In der Religionswissenschaft bezeichnet der Begriff zunächst – ohne zu werten – die Vermischung religiöser Traditionen (Maier 1178).
Diese Vermischung kann unterschiedliche Formen annehmen und unterschiedlich stark sein: Von der lockeren Verwendung religiöser Motive über die Kombination religiöser Ideen bis hin zu deren Vereinnahmung. Beispiele:

  • Beeinflussung des biblischen Monotheismus durch den Aton-Kult unter Pharao Echnaton
  • Jesus als die unbesiegbare Sonne, Übernahme einer Vorstellung vom Sol invictus
  • Die Vorstellung einer jungfräulichen Empfängnis findet sich auch bei anderen „Göttersöhnen“

In Theologie und Kirche stand (und steht) man einer gegenseitigen Durchdringung der jeweiligen religiösen Vorstellungswelt kritisch, wenn nicht gar abwehrend gegenüber (Apologettik): Das eigene Glaubenssystem soll möglichst frei gehalten werden von fremden Einflüssen (Vgl. Vorgrimler).

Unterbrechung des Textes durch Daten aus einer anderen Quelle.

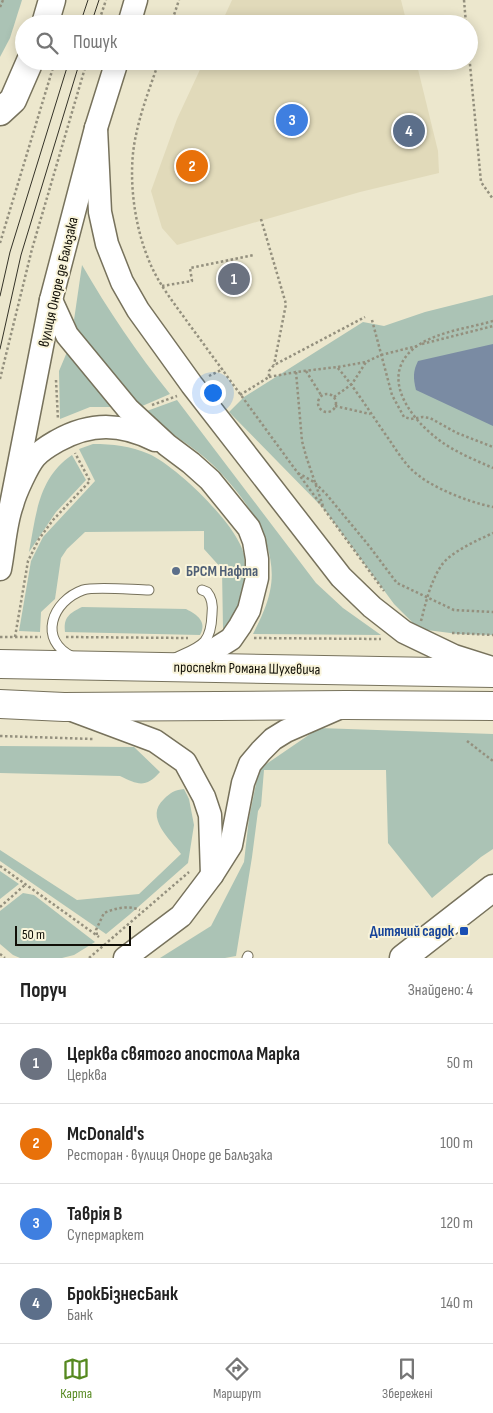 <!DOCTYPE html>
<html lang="uk">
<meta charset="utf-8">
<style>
body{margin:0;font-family:"Sofia Sans Condensed",sans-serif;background:#f6f6f6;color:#222}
.scale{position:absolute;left:15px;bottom:12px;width:116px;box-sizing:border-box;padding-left:5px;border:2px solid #110f07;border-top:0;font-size:14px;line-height:18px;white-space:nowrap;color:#110f07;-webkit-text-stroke:4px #f9f4da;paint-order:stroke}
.you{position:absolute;left:212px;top:392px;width:18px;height:18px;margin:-12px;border:4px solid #fff;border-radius:50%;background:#1a73e8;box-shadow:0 0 0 8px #1a73e833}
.badge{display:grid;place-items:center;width:32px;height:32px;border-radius:50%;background:#568920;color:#fff;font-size:16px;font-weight:700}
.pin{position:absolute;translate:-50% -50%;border:2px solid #fff;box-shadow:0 1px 5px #0006}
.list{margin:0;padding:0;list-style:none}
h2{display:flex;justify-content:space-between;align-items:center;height:65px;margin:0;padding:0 20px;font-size:21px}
h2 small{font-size:16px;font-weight:400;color:#767676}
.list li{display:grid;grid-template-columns:32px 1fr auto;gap:15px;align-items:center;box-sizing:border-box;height:80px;padding:0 20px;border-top:1px solid #e0e0e0}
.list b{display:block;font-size:19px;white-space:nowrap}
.list p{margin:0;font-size:16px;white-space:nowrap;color:#767676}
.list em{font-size:16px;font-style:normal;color:#767676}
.icon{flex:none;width:28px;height:28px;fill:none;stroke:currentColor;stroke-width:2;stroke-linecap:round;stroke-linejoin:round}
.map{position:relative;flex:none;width:493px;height:958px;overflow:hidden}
.search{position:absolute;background:#fff;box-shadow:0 2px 12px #0003;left:15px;right:15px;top:15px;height:55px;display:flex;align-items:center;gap:12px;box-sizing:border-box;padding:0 18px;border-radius:28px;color:#767676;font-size:19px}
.sheet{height:385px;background:#fff}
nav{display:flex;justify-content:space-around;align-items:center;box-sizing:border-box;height:70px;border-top:1px solid #e0e0e0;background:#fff;font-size:14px;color:#767676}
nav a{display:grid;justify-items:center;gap:2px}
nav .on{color:#568920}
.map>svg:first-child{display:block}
.built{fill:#e1daba}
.green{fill:#abc3b5}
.water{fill:#7a8ba3}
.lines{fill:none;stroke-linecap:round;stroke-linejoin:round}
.service-casing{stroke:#77725c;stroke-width:11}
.tertiary-casing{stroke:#77725c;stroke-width:25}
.secondary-casing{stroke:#77725c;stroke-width:29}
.primary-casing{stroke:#77725c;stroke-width:30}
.path{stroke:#94907e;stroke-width:2.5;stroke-dasharray:2.5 2.5;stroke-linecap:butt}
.service{stroke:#fff;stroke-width:9}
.tertiary{stroke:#fff;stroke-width:22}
.secondary{stroke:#fff;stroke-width:26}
.primary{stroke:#fff;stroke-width:28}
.tram{stroke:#353328;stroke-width:1}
.service-dot{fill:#5c6f8a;stroke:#f9f4da;stroke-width:2}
.transit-dot{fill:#1a4fb4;stroke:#f9f4da;stroke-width:2}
.labels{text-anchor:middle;stroke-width:4;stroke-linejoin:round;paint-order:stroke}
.street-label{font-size:15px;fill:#110f07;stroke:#f9f4da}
.service-label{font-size:15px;font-weight:bold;fill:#4e5e75;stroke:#f9f4da;text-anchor:start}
.transit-label{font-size:15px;font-weight:bold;fill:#164399;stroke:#f9f4da;text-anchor:end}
</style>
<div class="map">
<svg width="493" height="958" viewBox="0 0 493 958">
<rect width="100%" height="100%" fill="#ece7cd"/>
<g class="built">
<path d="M232,0H401L407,24H221Z"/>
<path d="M204,61H416L438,151L439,173L360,192L177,245L162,228L151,191L177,119Z"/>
</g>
<g class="green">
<path d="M0,0H22L10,38L0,57Z"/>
<path d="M82,265C108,310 137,353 170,394L140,407L77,329L74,320Z"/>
<path d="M493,295V635L458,634L419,629L394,604L325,510L229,412L244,397L363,322L384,326L425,312Z"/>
<path d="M67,352L112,407H90L60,419L59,371Z"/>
<path d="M177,400L316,583L343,608L381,635L253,634C260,620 267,606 270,591C280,545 245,497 214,466C193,445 166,432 144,412Z"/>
<path d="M93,444C113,444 130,446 149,454C176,466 238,525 244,555C246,569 244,598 237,611C233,617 227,623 223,629L222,569L204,549V531L85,532L67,549L61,558L55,599L41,612L40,632L19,631L31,561L43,537L95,481L79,449Z"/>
<path d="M72,455L86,480L56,512L29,552C36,515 38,478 72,455Z"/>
<path d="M82,607L186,609C198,615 207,622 200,635L65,632C63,617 70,613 82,607Z"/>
<path d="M319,728L493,734V849L481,857L432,898L388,843L386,770H264L261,806L258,811L252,857L236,956L225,958H160L211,926L244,862L249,818L259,769Z"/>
<path d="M0,746L134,747L160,772C146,788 138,785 120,776L0,773Z"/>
<path d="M184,789L189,799L194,825L188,863L129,915L106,934L0,861V850L77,900L139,894L181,854C170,839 144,817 164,799C171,792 175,790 184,789Z"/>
<path d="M0,871L19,884L0,899Z"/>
<path d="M23,893L34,895L95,942L74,955L62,958H20L13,955L0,944V911Z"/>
</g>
<path class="water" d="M493,344V426L416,390C413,378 413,371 418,361Z"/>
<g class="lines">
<defs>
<g id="service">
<path d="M73,657C37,640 52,601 83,590C95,586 135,590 149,590"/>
<path d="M175,658C201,646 211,645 212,614C213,606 212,598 207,592L202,590"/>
<path d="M247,958L248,956"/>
</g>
<g id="tertiary">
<path d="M129,24L136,0"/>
<path d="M96,128L100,212L107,244L122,282L138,310L192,385L341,577L372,607L404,632L454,656L492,668"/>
<path d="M51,300L67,335L128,409L167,445L191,463L210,480L249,528L254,541L257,559V578L249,610L240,626L231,639L188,666"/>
<path d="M11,505L51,300L96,128L117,61"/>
<path d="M0,569C4,549 5,524 12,505C15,493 28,465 35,457C41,450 50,445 57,441C91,422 121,423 155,440"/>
<path d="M72,710L155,741L185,762L204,797L210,815L212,875"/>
<path d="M125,958L181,916L212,875L231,845L243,783L250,764L261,751L273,739L286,731L341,707"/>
</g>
<g id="secondary">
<path d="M45,24L52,0"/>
<path d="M0,112L13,100L30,61"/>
<path d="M403,958L493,888"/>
</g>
<g id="primary">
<path d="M0,664L493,673"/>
<path d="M0,704L64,707L346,705L493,706"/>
</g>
</defs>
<use href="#service" class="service-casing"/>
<use href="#tertiary" class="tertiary-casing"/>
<use href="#secondary" class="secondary-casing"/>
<use href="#primary" class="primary-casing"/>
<g class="path">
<path d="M464,0L466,24"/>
<path d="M0,7L3,0"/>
<path d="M172,20L183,24"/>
<path d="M98,24L106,0"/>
<path d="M171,24L179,0"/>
<path d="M19,44L24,29"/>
<path d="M469,54L481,182L493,199"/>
<path d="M159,61C151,85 141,110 136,135C127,174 134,227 150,263C157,280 168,295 178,309L384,591"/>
<path d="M261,219L286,304L274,365"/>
<path d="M0,243L55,61"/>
<path d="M162,286L192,281L190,268L254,255"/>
<path d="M372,320L392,395L404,417L411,419L423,417L430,418L457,433L493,447"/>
<path d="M493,321C469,328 441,331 420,344C376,372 408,417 439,440C455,452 475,460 493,468"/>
<path d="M422,344L493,326"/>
<path d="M338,367L366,362L381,355L417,346"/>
<path d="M306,371L321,395"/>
<path d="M296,372L302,441L306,456L323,506"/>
<path d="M209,376L223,369"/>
<path d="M269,377L296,372L337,367C356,389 371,414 388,438C395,448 402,460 411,469C429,487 468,502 493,507"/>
<path d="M0,379L32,249L87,61"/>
<path d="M56,380L58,420"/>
<circle cx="327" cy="403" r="9"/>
<path d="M240,395L269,377V371L274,365L365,317"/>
<path d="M334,397L352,384L366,362"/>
<path d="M152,405L177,396"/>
<path d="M335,406L370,414"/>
<path d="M298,473L314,482L327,495L370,547L397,583L454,610L493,612"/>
<path d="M421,621C426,602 430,583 441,566C450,552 478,540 493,533"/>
<path d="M452,633L493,635"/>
<path d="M0,637H41"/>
<path d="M15,637L28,561L39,539L53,520L90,481L75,453"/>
<path d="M66,637L188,638"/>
<path d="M254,638L381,639"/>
<path d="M0,736L93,739"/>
<path d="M467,741L493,761"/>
<path d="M0,866L99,937"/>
<path d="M0,907L26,884"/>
<path d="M97,935L96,930L104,913C116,908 128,905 140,910"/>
<path d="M0,954L5,958"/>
<path d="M89,958L189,872"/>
</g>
<use href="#service" class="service"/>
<use href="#tertiary" class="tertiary"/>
<use href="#secondary" class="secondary"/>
<use href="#primary" class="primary"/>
<g class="tram">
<path d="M80,24L88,0"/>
<path d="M91,24L99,0"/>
<path d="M0,296L10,252L69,61"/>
<path d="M0,349L21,255L80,61"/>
</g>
</g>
<circle class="service-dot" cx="176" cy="571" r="5"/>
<rect class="transit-dot" x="459" y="926" width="10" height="10" rx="2.5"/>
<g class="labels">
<g class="street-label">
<text transform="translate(58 282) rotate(-77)" y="5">вулиця Оноре де Бальзака</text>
<text transform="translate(247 668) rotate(1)" y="5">проспект Романа Шухевича</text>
</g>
<g class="service-label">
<text x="186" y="576">БРСМ Нафта</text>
</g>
<g class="transit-label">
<text x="454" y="936">Дитячий садок</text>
</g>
</g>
</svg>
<div class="scale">50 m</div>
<div class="you"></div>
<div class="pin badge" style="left:234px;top:279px;background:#6b7280">1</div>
<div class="pin badge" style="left:192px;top:166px;background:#e8710a">2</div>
<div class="pin badge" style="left:292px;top:120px;background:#3f7fe0">3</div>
<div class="pin badge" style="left:409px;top:131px;background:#5c6f8a">4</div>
<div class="search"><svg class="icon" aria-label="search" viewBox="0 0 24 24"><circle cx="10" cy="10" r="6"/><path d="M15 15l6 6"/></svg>Пошук</div>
</div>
<section class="sheet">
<h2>Поруч<small>Знайдено: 4</small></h2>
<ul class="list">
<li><span class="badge" style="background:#6b7280">1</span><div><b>Церква святого апостола Марка</b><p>Церква</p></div><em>50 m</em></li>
<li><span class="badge" style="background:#e8710a">2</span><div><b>McDonald's</b><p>Ресторан · вулиця Оноре де Бальзака</p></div><em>100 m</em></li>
<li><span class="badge" style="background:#3f7fe0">3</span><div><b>Таврія В</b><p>Супермаркет</p></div><em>120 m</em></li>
<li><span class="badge" style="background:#5c6f8a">4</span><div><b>БрокБізнесБанк</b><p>Банк</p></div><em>140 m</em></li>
</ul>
</section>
<nav>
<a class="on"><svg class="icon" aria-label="map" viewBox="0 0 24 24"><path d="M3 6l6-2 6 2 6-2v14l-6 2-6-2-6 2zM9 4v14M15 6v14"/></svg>Карта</a>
<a><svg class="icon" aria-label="directions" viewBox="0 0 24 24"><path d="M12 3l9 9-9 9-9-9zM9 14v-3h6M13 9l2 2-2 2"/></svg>Маршрут</a>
<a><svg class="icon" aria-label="saved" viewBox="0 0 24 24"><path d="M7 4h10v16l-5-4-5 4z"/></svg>Збережені</a>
</nav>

Auch muslimische Gelehrte akzeptieren die wissenschaftliche Einsicht, dass zahlreiche Glaubensvorstellungen im Islam der jüdischen Bibel und / oder der christlichen Vorstellungswelt stammen, nur begrenzt.

In Zeiten des Austausches und des Dialogs verschiedener Kulturen ist ein gewisses Maß an gegenseitiger Durchdringung religiöser Vorstellungswelten geradezu „natürlich“.

Maier, B.: Art. Synkretismus, in: Lexikon für Theologie und Kirche, Freiburg u.a. 2000. - Vorgrimler, H.: Art. Synkretismus, in: Neues Theologisches Wörterbuch, Freiburg u.a. 2000.